Bingdu trommelte mit seinen zwölf Fingerspitzen gegen den Brustkorb. Vielleicht war das ein Zeichen von Nervosität, vielleicht von Überheblichkeit – Thora konnte Bingdu nach wie vor nicht recht einschätzen. Über die Omniten wusste die Schiffsführung der CREST II mittlerweile lediglich, dass es sich bei den Herrschern des Compariats um Oproner handelte, die – wie Merkosh – eine besondere Metamorphose durchlaufen hatten und sich auf bislang nicht näher bekannte Weise mit dem Dunkelleben verbunden hatten. Ansonsten blieb dieses Volk geheimnisvoll, und Bingdu tat wenig, um dies zu ändern.

»In einem Bereich von derart hoher Sterndichte und so chaotischer Umstände kann es zu unerwarteten Veränderungen des Weltraums kommen«, antwortete der Omnit. »Planlose Ferntransitionen zum Beispiel sind viel zu gefährlich.«

Thora kniff die Lippen zusammen. »Das macht meine Entscheidung nicht einfacher. Wenn ich die Psi-Strahlung desaktiviere, präsentieren wir uns den Shafakk wieder als Ziel. Dann heften sie sich uns erneut an die Fersen. Und unter diesen Bedingungen da draußen können wir nicht mal mit einer Distanztransition verschwinden.«

»Du kannst unmöglich zulassen, dass sich Gucky weiter so quält, wenn die Shafakk nicht mehr unmittelbar hinter uns her sind«, bedrängte Rhodan sie.

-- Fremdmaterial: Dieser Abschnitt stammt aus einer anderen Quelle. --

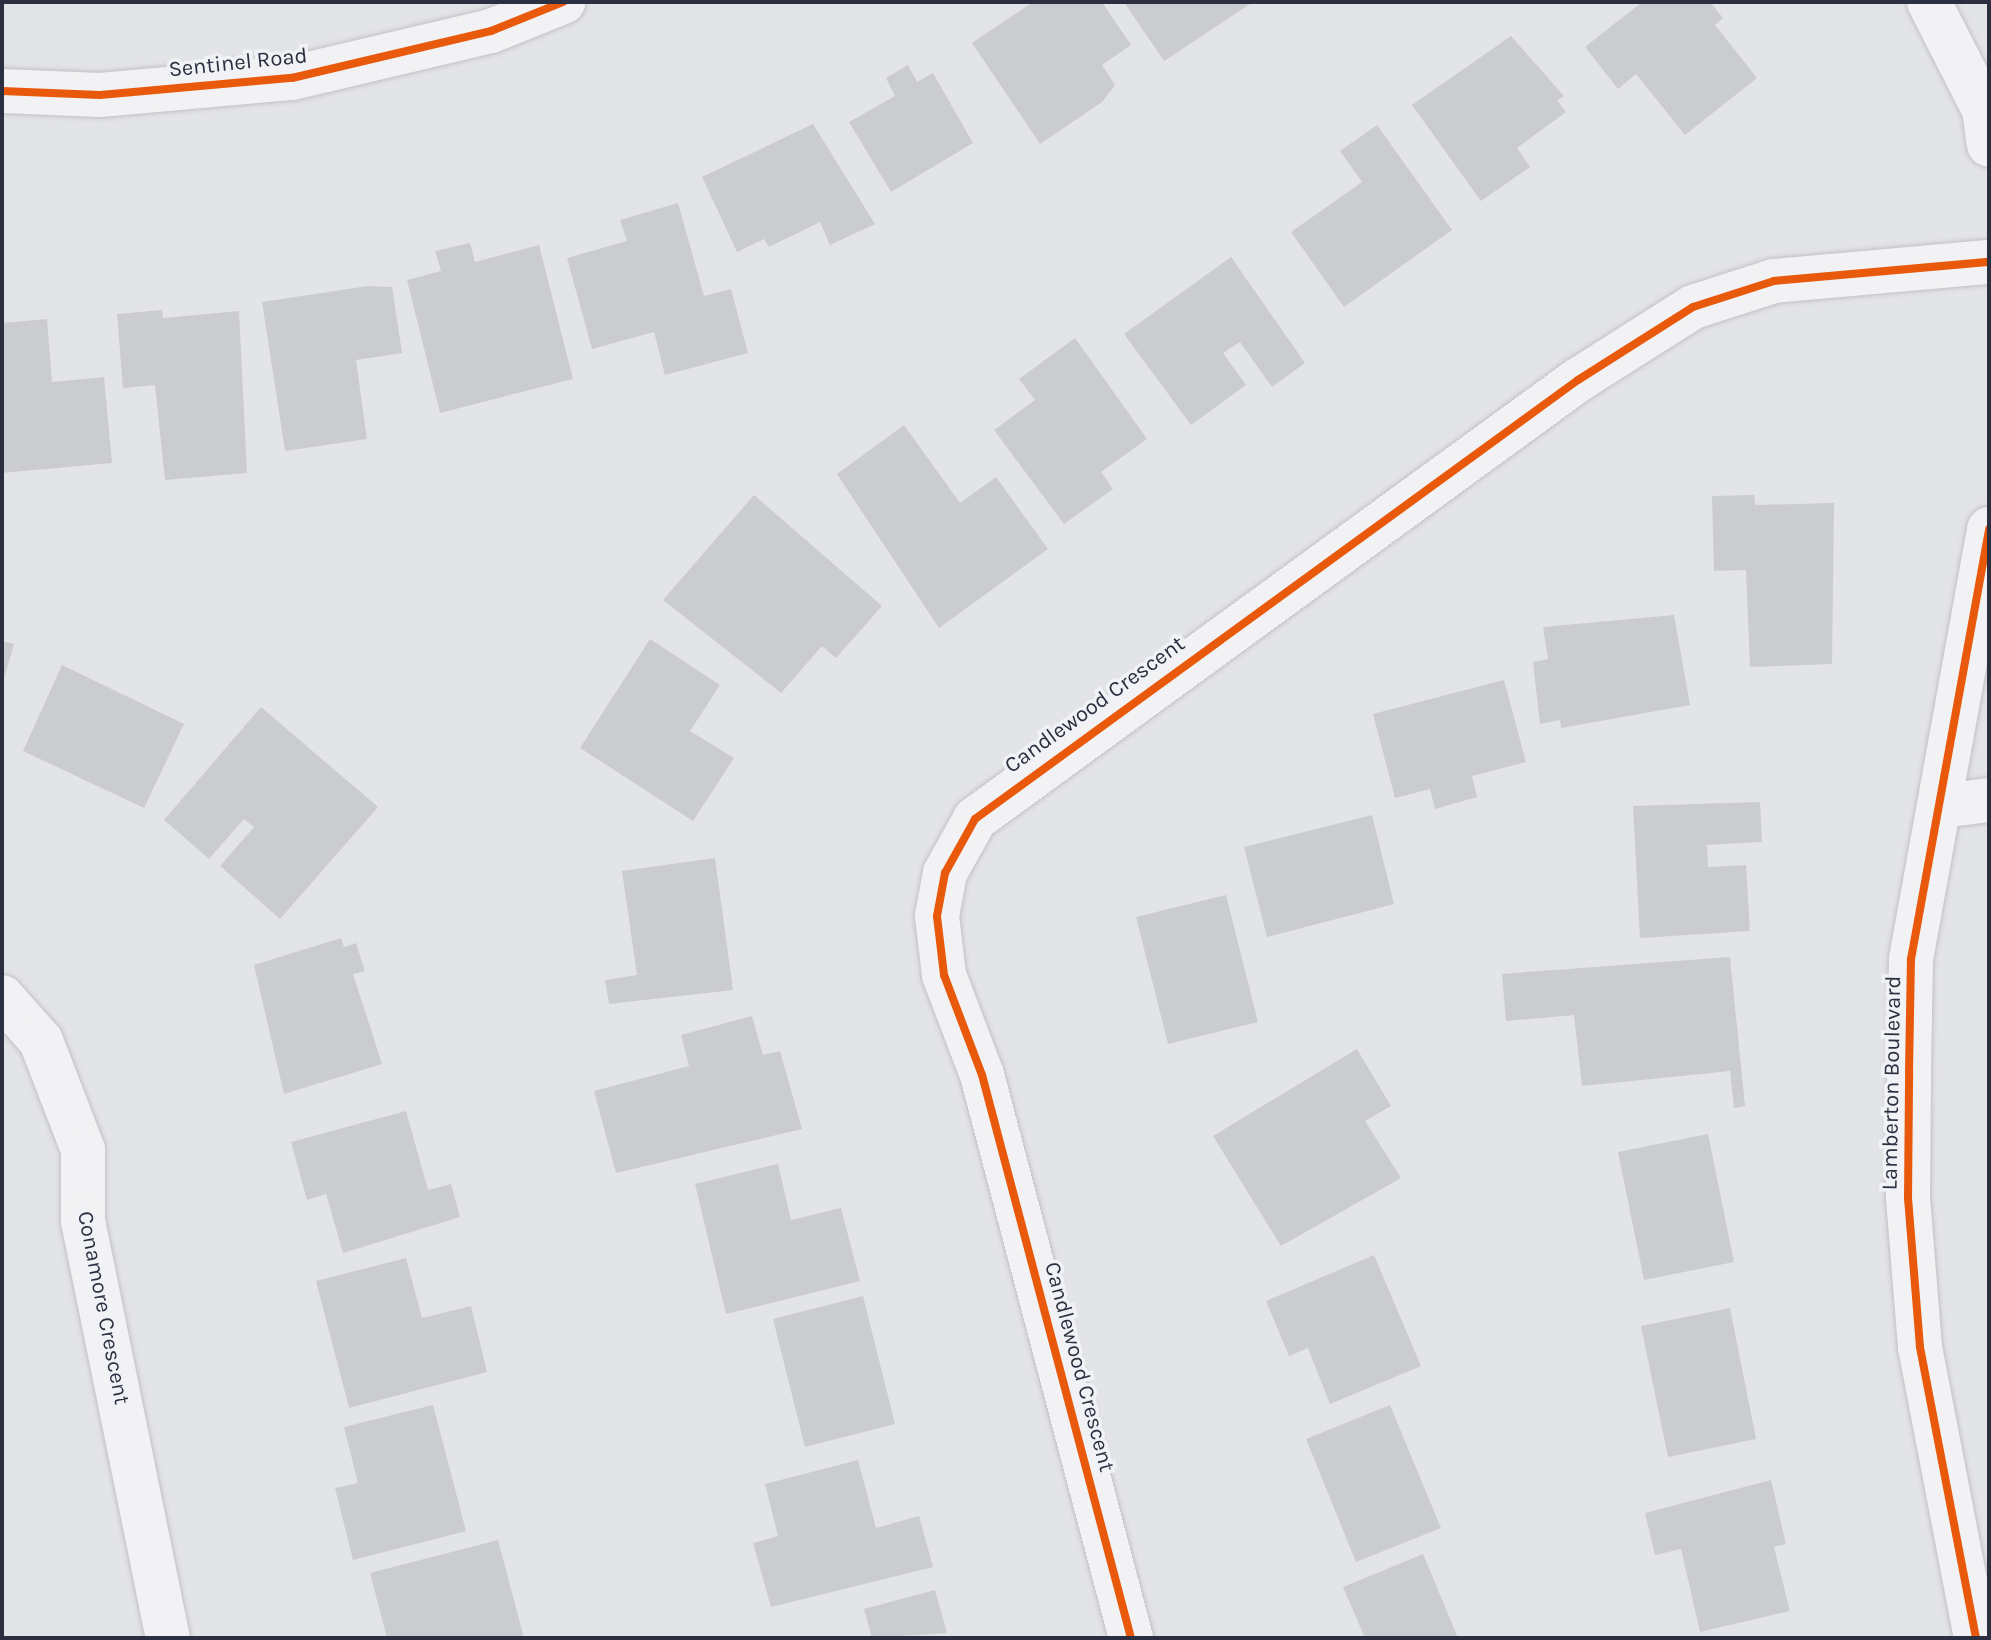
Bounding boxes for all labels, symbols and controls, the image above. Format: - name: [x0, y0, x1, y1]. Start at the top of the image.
- street label: Sentinel Road: [167, 43, 309, 83]
- street label: Candlewood Crescent: [1000, 631, 1190, 779]
- street label: Lamberton Boulevard: [1877, 975, 1907, 1191]
- street label: Conamore Crescent: [71, 1209, 135, 1407]
- street label: Candlewood Crescent: [1038, 1259, 1120, 1475]

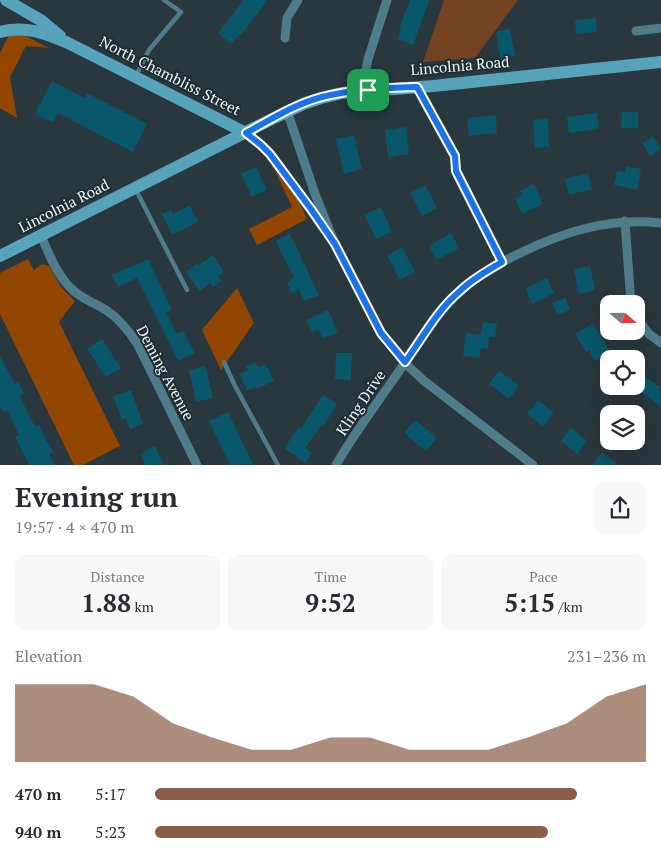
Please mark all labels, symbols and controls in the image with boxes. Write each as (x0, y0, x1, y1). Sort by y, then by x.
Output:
street label: North Chambliss Street (96, 31, 245, 120)
street label: Lincolnia Road (410, 51, 510, 79)
pin (347, 69, 389, 111)
icon: arrive (354, 76, 382, 104)
street label: Lincolnia Road (15, 174, 112, 237)
north arrow (600, 295, 645, 340)
map controls (600, 295, 645, 450)
street label: Deming Avenue (132, 322, 199, 424)
button: locate (600, 350, 645, 395)
street label: Kling Drive (331, 366, 389, 439)
button: layers (600, 405, 645, 450)
text: Evening run (15, 478, 178, 515)
button: share (594, 482, 646, 534)
text: 19:57 · 4 × 470 m (15, 516, 134, 538)
text: Distance (90, 567, 145, 586)
text: Time (314, 567, 347, 586)
text: Pace (529, 567, 558, 586)
text: 1.88 (81, 586, 131, 619)
text: 9:52 (305, 586, 356, 619)
text: 5:15 (504, 586, 555, 619)
text: km (131, 597, 154, 616)
text: /km (555, 597, 583, 616)
text: Elevation (15, 645, 82, 667)
text: 231–236 m (567, 645, 646, 667)
text: 470 m (15, 783, 61, 805)
text: 5:17 (95, 783, 126, 805)
text: 940 m (15, 821, 61, 843)
text: 5:23 (95, 821, 126, 843)

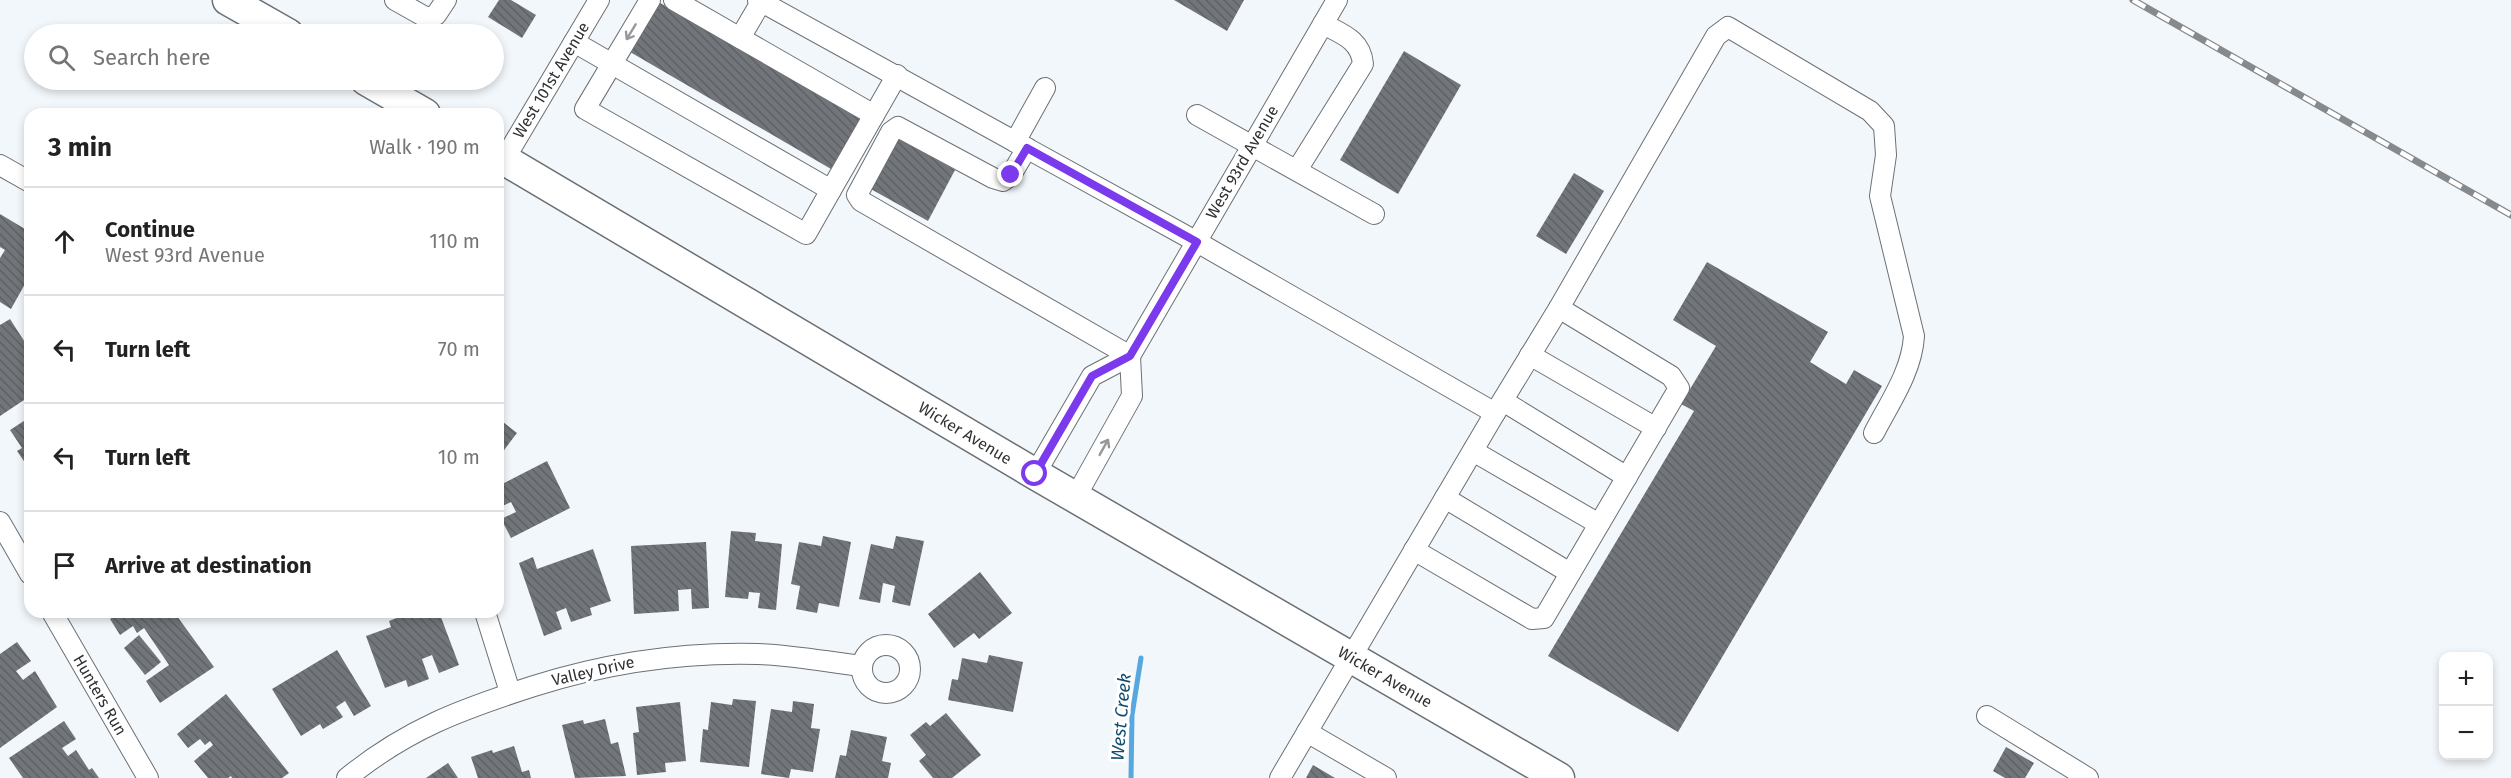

Überleg dir das gut: Wenn du die Hyperstrahlung abschaltest, sind die Shafakk vielleicht innerhalb einer Tonta da – und dann werden wir sie nicht wieder so leicht abschütteln können.

Aber was ist mit Gucky?, wandte Thora ein.

Ich mag Gucky, im Gegensatz zu vielen anderen deiner sogenannten Freunde. Aber du hast die Verantwortung für die CREST II und ihre Besatzung. Du weißt, dass Kosum, der sicher ein exzellenter Pilot ist, das Schiff nicht so navigieren kann, wie es nötig ist. Du weißt genau, wie deine Entscheidung ausfallen muss.

Thora schluckte. »Es tut mir leid, Perry. Ich kann Gucky noch nicht erlösen. Wir sind nicht weit genug von den Wachflotten der Shafakk entfernt. Bislang verhindert nur der Lethargie-Effekt der Couhl-Emanationen, dass die Patrouillenschiffe der schwarzen Mausbiber, die diesen Raumsektor durchforsten, sich ernstlich Mühe geben, uns zu lokalisieren. Wir müssen erst einen ausreichenden Sicherheits- und Ortungsabstand zwischen uns und diese Biester bringen, sodass sie uns technisch einfach nicht finden können, wenn die Psi-Strahlung sie nicht mehr lähmt. Sobald wir das geschafft haben, werde ich die Hyperemission sofort abschalten. Doch bis dahin ... muss es so gehen.«

Perry Rhodan senkte den Blick. »Du bist die Kommandantin.«

Thora Rhodan da Zoltral wandte sich wieder dem Außenbeobachtungsholo zu, in dem ein grünlich leuchtender Materienebel vor einer rot glühenden Sonne ein beeindruckendes Bild bot. Sie sandte lediglich eine Textnachricht an Drogan Steflov, um ihn über ihre Entscheidung zu informieren. Dennoch glaubte sie, Guckys Schreie in ihren Ohren gellen zu hören.

2.

Gucky

 

Sein Hirn stand in Flammen. Das Feuer breitete sich von dort in Guckys Körper aus und erfüllte jede Faser, jede Zelle und jeden Nerv mit unsäglichem Schmerz. Selbst sein Nagezahn schien mit flüssiger Glut gefüllt zu sein.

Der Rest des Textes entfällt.